Ughh I love Mrs.[ ]Martucci she is literally an angel. Whenever I’m stressed about something test,[ ]paper, or anything else she is always so accomidating [sic], thoughtful, and loving. We have such a great relationship I see her all the time and I love it she’s like my sunshine. I love her sense of style she always looks so beautiful! Such an elegant,[ ]intelligent woman. Enjoy talking [to] her and spending time with her she is always calming her voice is so soothing it used to make me go to sleep. LOVE YOU HOLLY! (Martucci Aff. Ex. 1; see P’s 56.1 Resp. ¶¶ 27-28.) On November 16, 2015, Plaintiff stopped outside Martucci’s house while on a run and lingered for approximately five minutes before leaving. (P’s 56.1 Resp. ¶ 29; Alexis Froio Dep. at 58:19-64:12.) The next day, Plaintiff told Martucci that she had stopped by Martucci’s house. (P’s 56.1 Resp. ¶ 30.) Thereafter, Martucci told the school’s principal that she felt uncomfortable with Plaintiff’s conduct and communication. (Id. ¶ 32.) With her mother’s consent, Plaintiff was reassigned to the same English class but with a different teacher. (Id. ¶¶ 33-36.) On November 18, Plaintiff, Martucci, and the District’s social worker met in the principal’s office, where the principal explained to Plaintiff that “she was not in trouble but had been removed from Martucci’s class because she made Martucci uncomfortable.” (Id. ¶¶ 37-38 (citation omitted).) The principal directed Plaintiff “to stay away from Martucci,” and he told her “not to talk to or email Martucci anymore.” (Id. ¶ 39.) The social worker and Martucci also told Plaintiff to stop speaking to Martucci, and Martucci informed Plaintiff that her conduct and communications made Martucci uncomfortable. (Id. ¶¶ 40-41.) Based on this meeting, Plaintiff “knew not to email or talk to Martucci.” (Id. ¶ 42.) But Plaintiff did not stop communicating with Martucci and continued to send Martucci emails that made her uncomfortable. (Id. ¶¶ 43-44, 46.) Plaintiff sent two emails to Martucci shortly after the November 18 meeting, (id. ¶ 47), which contained nearly identical apologies to Martucci, (see Martucci Aff. Ex. 2). Plaintiff sent Martucci another email on December 1, (P’s 56.1 Resp. ¶ 48), in which she expressed dissatisfaction with her new English teacher,

apologized to Martucci again, and described how sad she was about the events that had transpired, (see Martucci Aff. Ex. 3).
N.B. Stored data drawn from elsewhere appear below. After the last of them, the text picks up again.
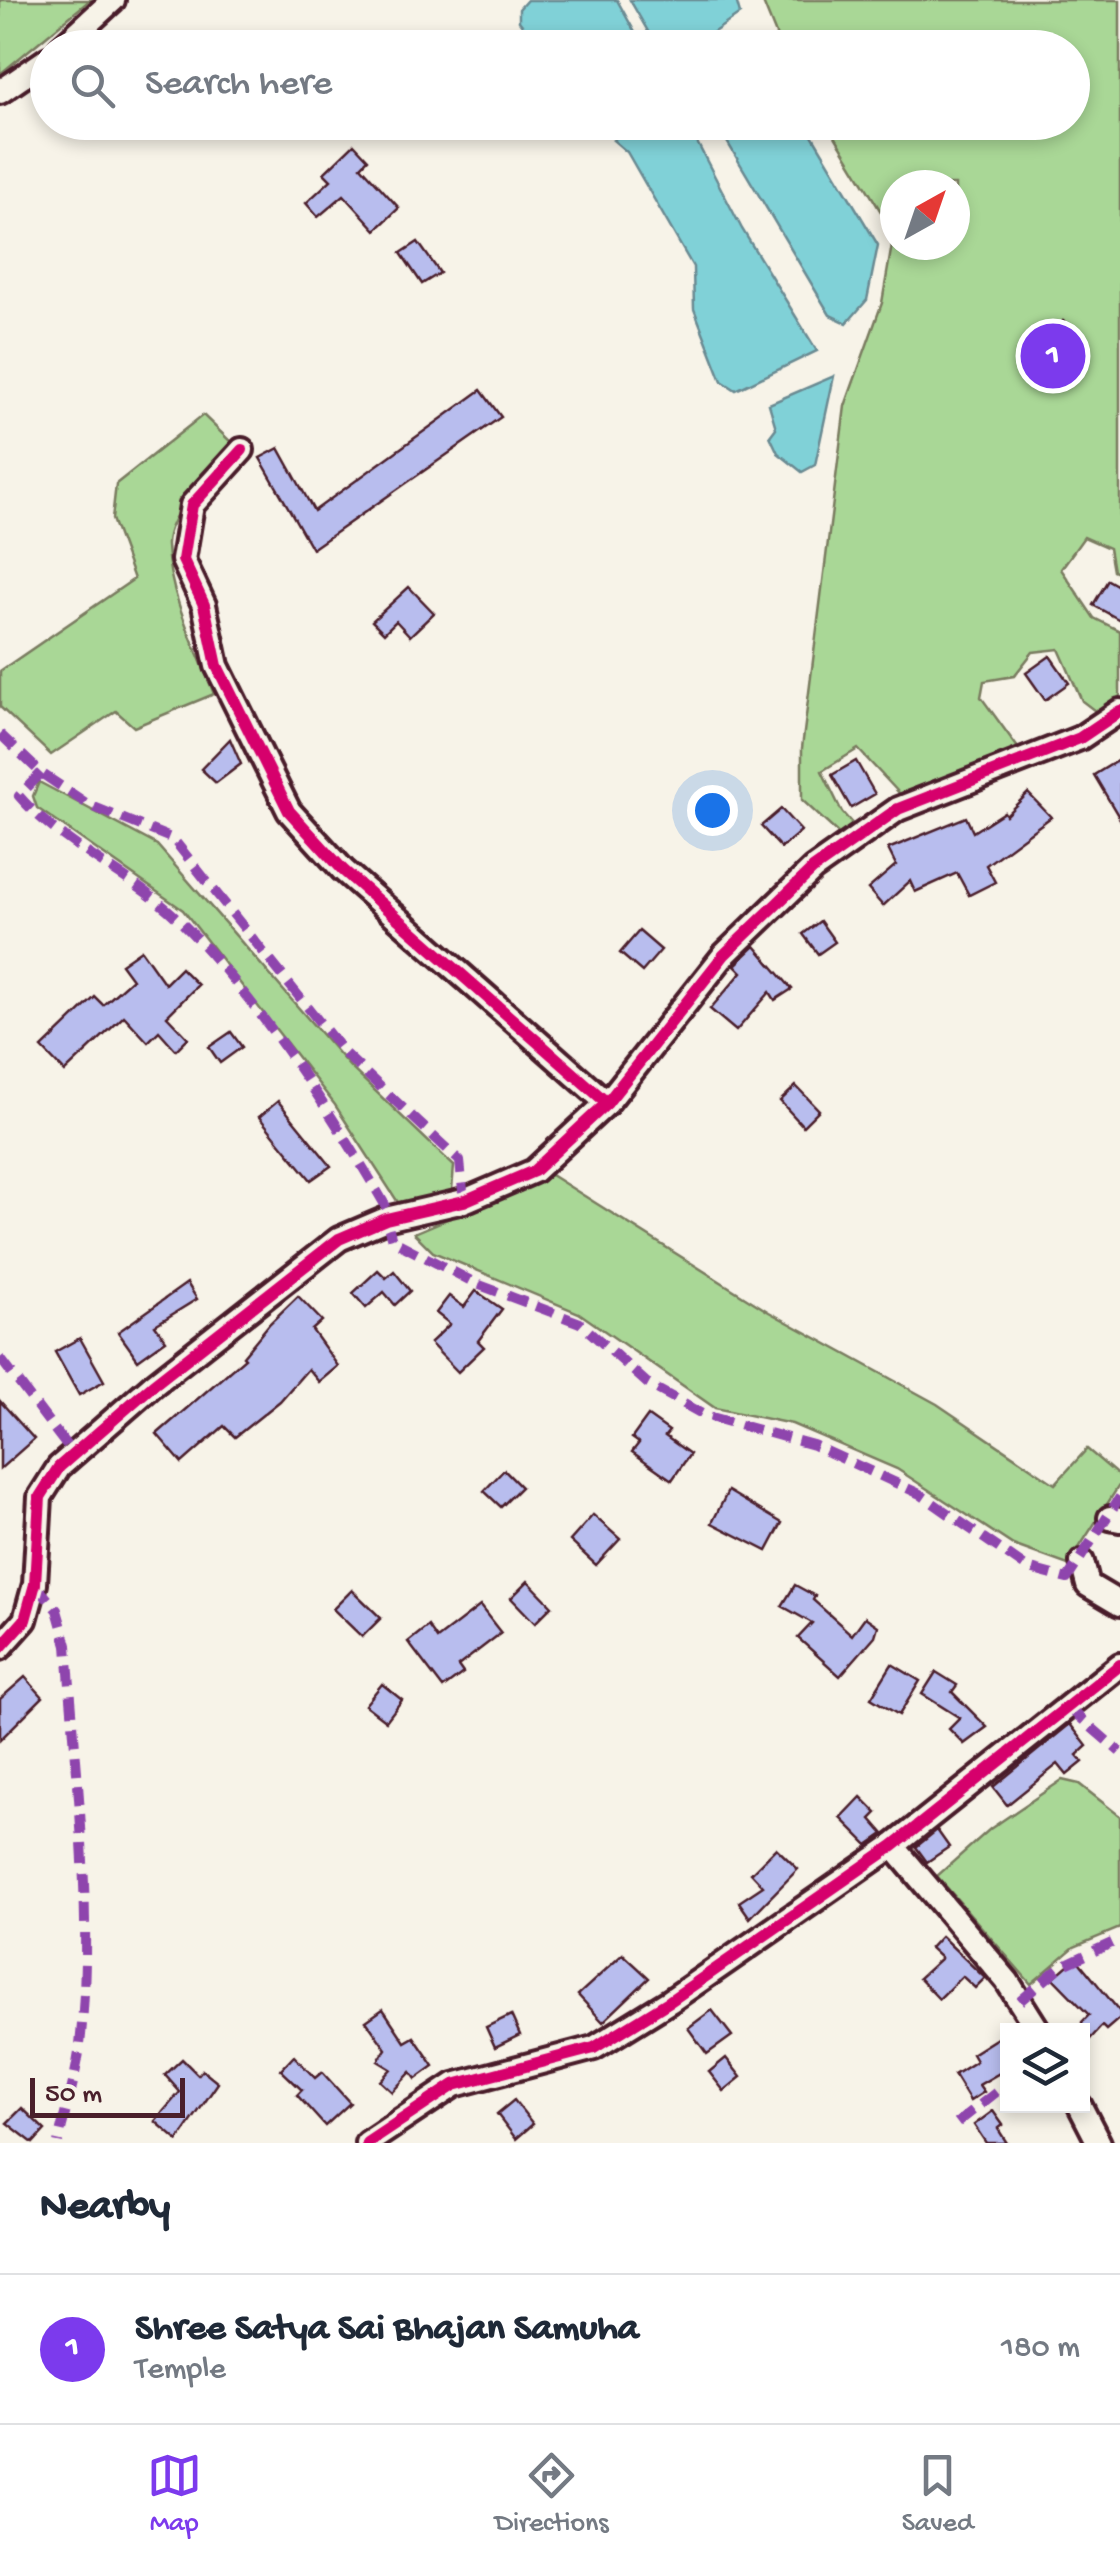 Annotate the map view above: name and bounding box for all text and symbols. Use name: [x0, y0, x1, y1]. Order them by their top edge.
search box: [30, 30, 1090, 140]
icon: search: [65, 58, 120, 113]
text: Search here: [145, 63, 332, 107]
north arrow: [880, 170, 970, 260]
pin: 1: [1020, 318, 1086, 394]
your location: [687, 785, 738, 836]
map controls: [1000, 2023, 1090, 2113]
button: layers: [1000, 2023, 1090, 2113]
scale bar: [30, 2073, 185, 2118]
text: 50 m: [45, 2079, 102, 2112]
text: Nearby: [40, 2184, 170, 2233]
text: Shree Satya Sai Bhajan Samuha: [135, 2308, 639, 2352]
text: 1: [66, 2330, 79, 2368]
text: 180 m: [1001, 2330, 1080, 2368]
text: Temple: [135, 2352, 226, 2390]
tab: Map: [147, 2448, 202, 2541]
tab: Directions: [495, 2448, 609, 2541]
tab: Saved: [902, 2448, 973, 2541]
Plaintiff also began stopping by Martucci’s classroom “to cry next to it.” (Alexis Froio Dep. at 55:18-22.) According to Plaintiff, she did this “often” or “[q]uite a lot” – even after being told by her parents to stop – and Plaintiff testified that Martucci saw her do this at least twenty times. (Id. at 55:23-58:9; see P’s 56.1 Resp. ¶¶ 53-54.) Additionally, Plaintiff “made social media postings about Martucci’s son and his friends,” calling him “a piece of shit or something similar” on one occasion and saying that she hated him on another. (P’s 56.1 Resp. ¶¶ 50-52 (internal quotation marks omitted).) On December 10, 2015, Martucci contacted the Town of Woodbury Police Department

and filed a report about Plaintiff’s conduct. (Id. ¶ 65.) Meanwhile, Plaintiff continued to contact Martucci. (Id. ¶ 68.) The parties dispute the exact nature of the continued contact with Martucci and her family around this time. Plaintiff admits that she sent emails to Martucci that made her uncomfortable, walked or stopped by Martucci’s classroom and cried, and told Martucci that her hair looked nice one day. (Id. ¶¶ 46, 53-54, 56.) But Plaintiff denies that she tried to contact Martucci’s children and their friends, and she also denies that she followed Martucci and her son around school. (Id.